* [What is required] In the records, find every line with the word "controls" and copy it out.

* [Data]
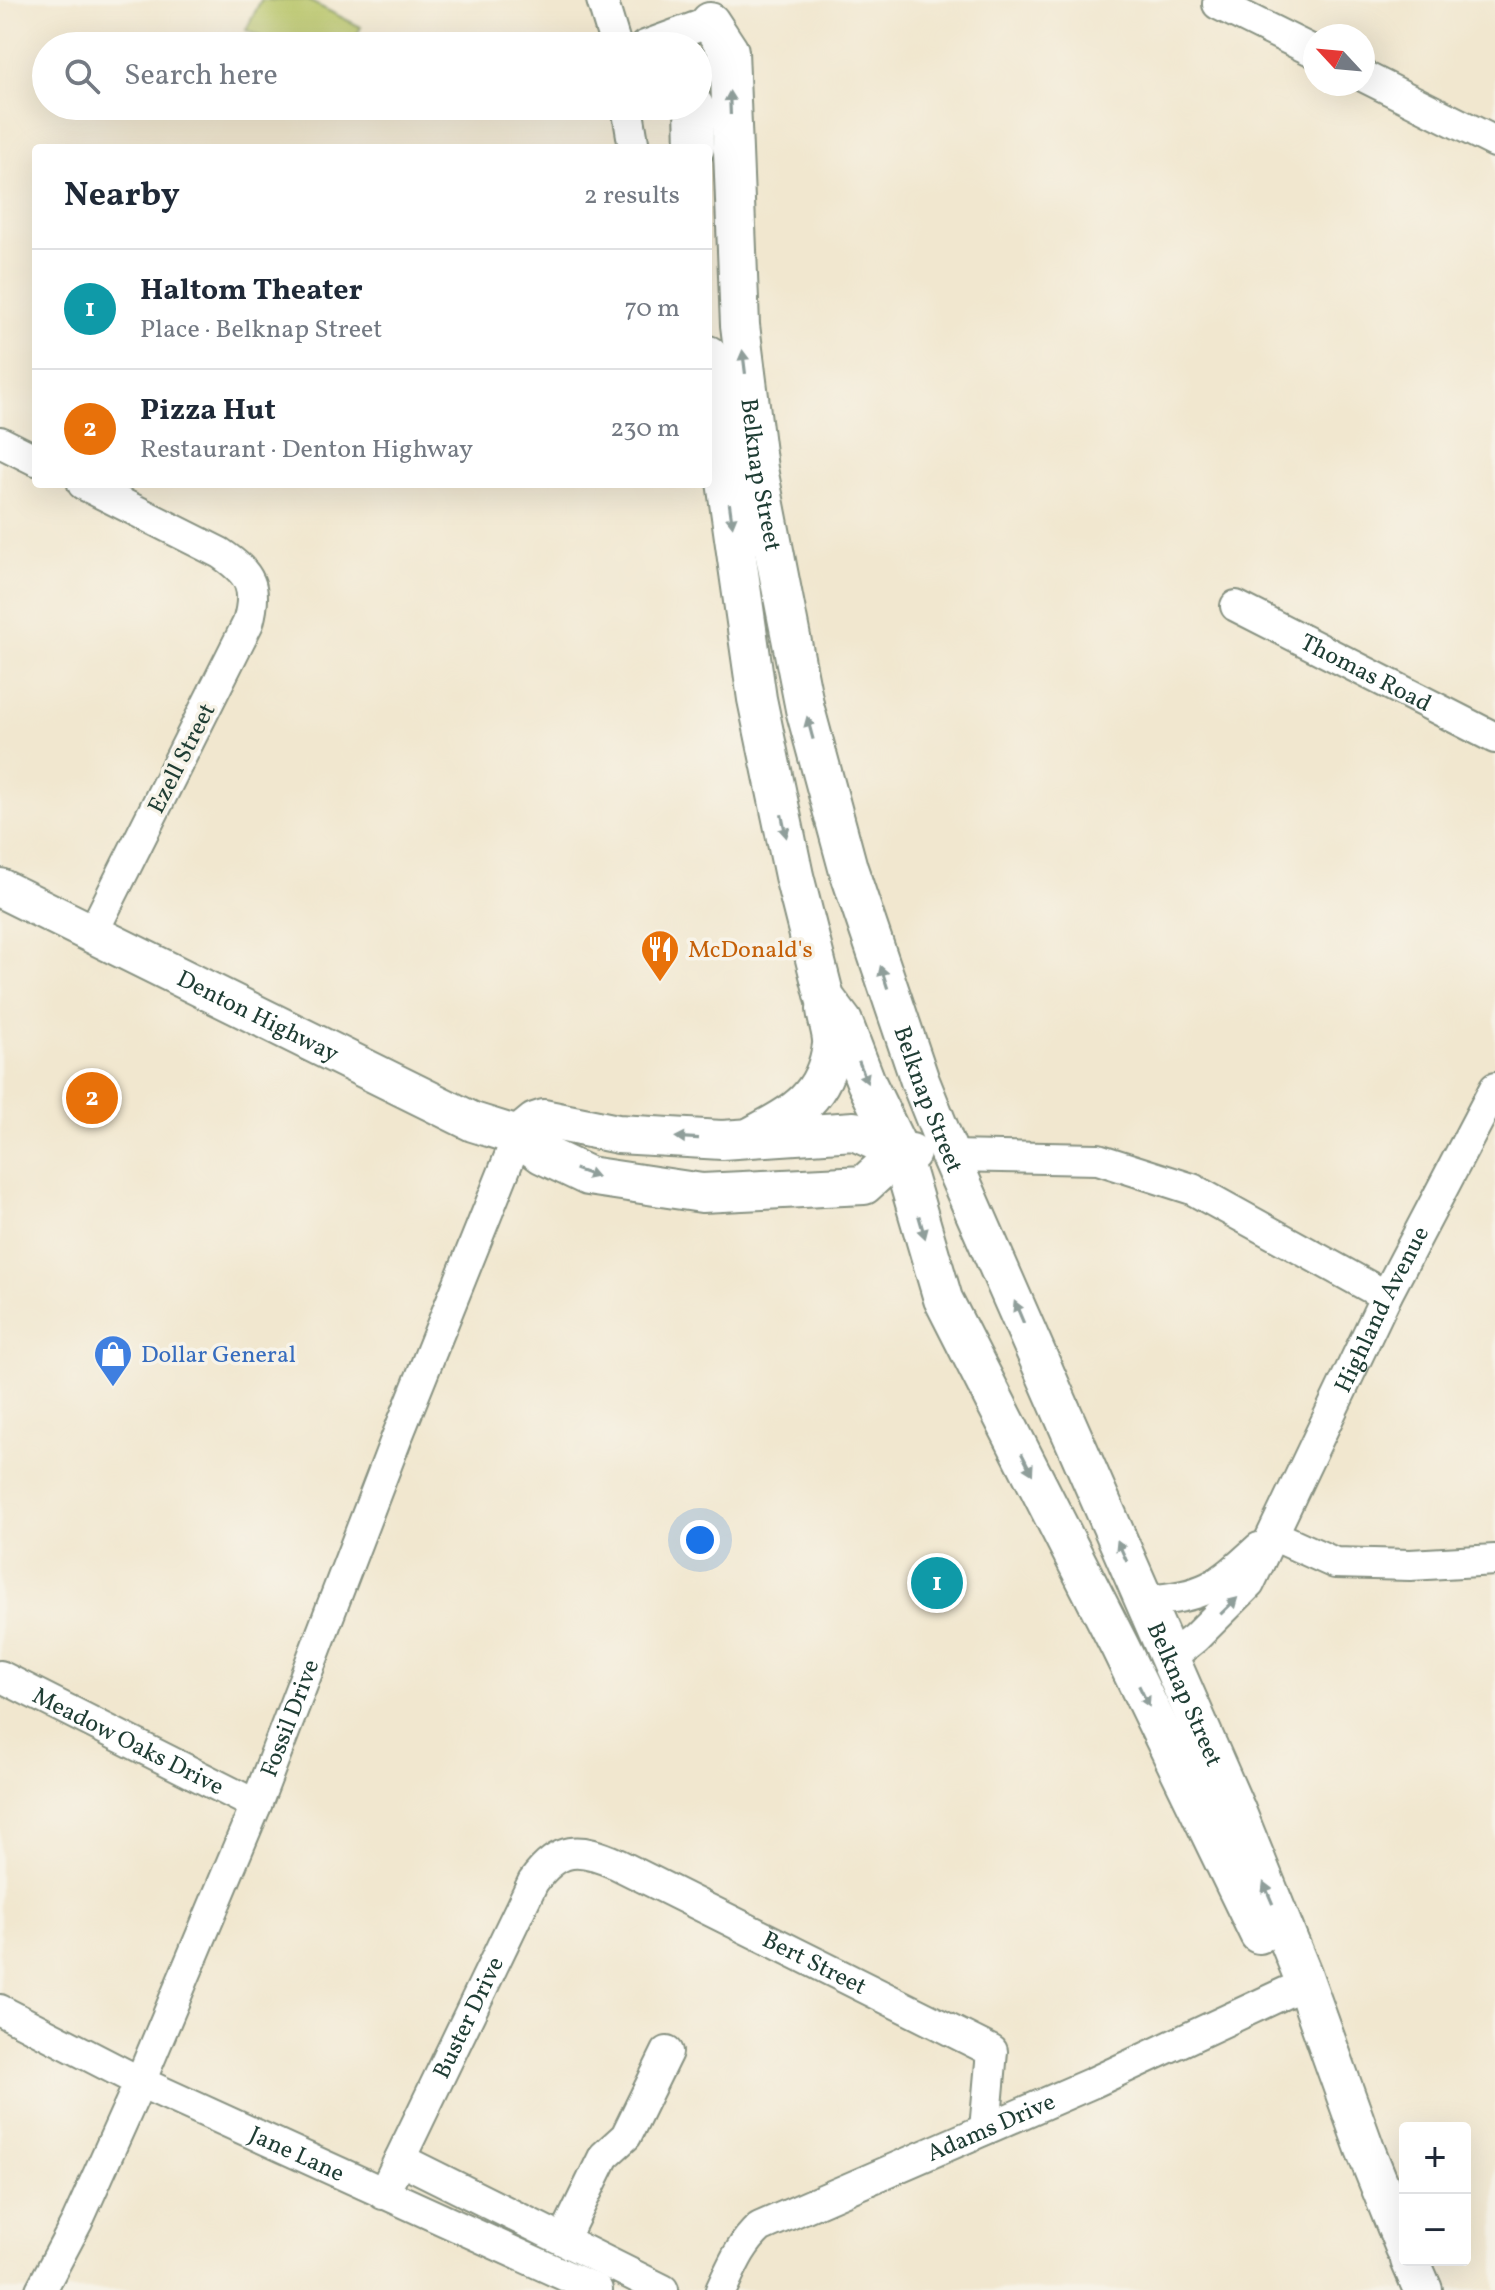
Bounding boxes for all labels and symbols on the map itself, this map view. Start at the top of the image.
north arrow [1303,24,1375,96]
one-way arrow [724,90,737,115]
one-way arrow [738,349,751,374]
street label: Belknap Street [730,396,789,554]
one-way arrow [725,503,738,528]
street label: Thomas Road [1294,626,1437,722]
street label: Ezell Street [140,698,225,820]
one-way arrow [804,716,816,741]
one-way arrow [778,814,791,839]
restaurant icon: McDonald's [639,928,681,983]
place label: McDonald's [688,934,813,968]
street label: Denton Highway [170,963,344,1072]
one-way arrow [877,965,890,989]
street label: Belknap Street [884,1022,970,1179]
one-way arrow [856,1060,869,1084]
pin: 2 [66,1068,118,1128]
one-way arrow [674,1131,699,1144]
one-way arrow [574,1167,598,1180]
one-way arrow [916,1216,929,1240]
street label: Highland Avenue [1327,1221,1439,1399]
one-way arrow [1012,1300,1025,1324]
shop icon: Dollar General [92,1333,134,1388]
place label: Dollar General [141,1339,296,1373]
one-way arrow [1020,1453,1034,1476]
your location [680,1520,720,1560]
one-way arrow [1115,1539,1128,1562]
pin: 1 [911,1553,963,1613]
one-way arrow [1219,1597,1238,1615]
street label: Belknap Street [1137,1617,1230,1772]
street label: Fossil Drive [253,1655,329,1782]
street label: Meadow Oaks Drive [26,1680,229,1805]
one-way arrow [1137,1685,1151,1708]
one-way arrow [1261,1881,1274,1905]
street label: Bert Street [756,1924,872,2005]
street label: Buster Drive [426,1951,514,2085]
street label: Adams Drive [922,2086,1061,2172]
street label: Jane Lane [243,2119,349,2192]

--

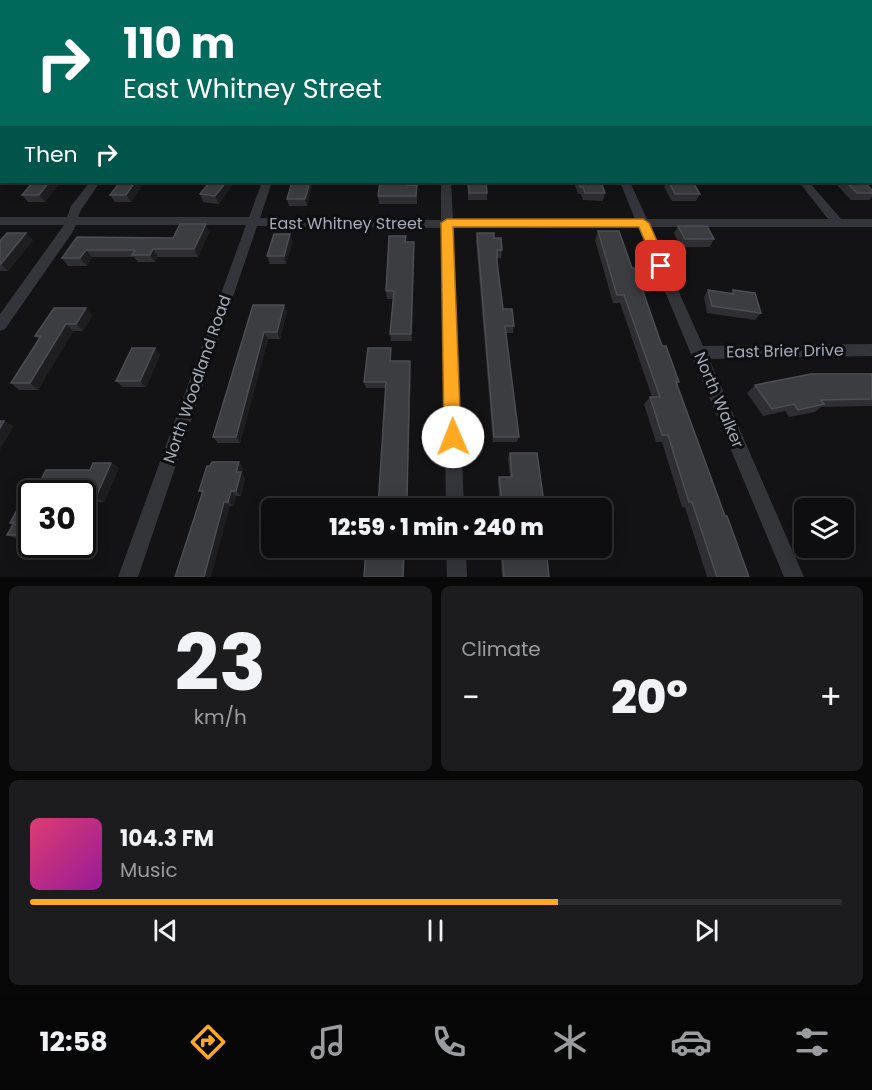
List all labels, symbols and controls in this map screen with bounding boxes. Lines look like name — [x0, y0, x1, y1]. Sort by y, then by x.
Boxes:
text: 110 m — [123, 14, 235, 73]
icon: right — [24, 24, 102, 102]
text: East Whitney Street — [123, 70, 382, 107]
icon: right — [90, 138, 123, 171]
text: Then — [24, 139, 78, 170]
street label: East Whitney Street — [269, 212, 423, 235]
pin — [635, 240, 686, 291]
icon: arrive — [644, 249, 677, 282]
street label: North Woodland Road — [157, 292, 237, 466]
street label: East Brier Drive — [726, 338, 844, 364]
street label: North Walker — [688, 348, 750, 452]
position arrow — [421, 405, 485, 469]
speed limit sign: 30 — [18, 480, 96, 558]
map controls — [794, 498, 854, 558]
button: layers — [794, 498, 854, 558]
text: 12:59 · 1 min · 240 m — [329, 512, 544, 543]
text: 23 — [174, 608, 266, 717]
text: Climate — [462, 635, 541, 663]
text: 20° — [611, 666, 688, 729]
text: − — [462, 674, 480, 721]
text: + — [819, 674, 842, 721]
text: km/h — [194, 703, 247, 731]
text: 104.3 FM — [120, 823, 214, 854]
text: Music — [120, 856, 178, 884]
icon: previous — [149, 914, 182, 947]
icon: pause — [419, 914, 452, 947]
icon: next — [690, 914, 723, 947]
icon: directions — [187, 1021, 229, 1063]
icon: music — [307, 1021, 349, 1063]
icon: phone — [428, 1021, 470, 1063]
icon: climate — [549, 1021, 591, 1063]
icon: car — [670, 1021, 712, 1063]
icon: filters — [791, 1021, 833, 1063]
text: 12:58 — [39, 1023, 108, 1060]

* [Answer to this task]
List all labels, symbols and controls in this map screen with bounding boxes. Lines look like name — [x0, y0, x1, y1]. Sort by y, then by x.
map controls — [794, 498, 854, 558]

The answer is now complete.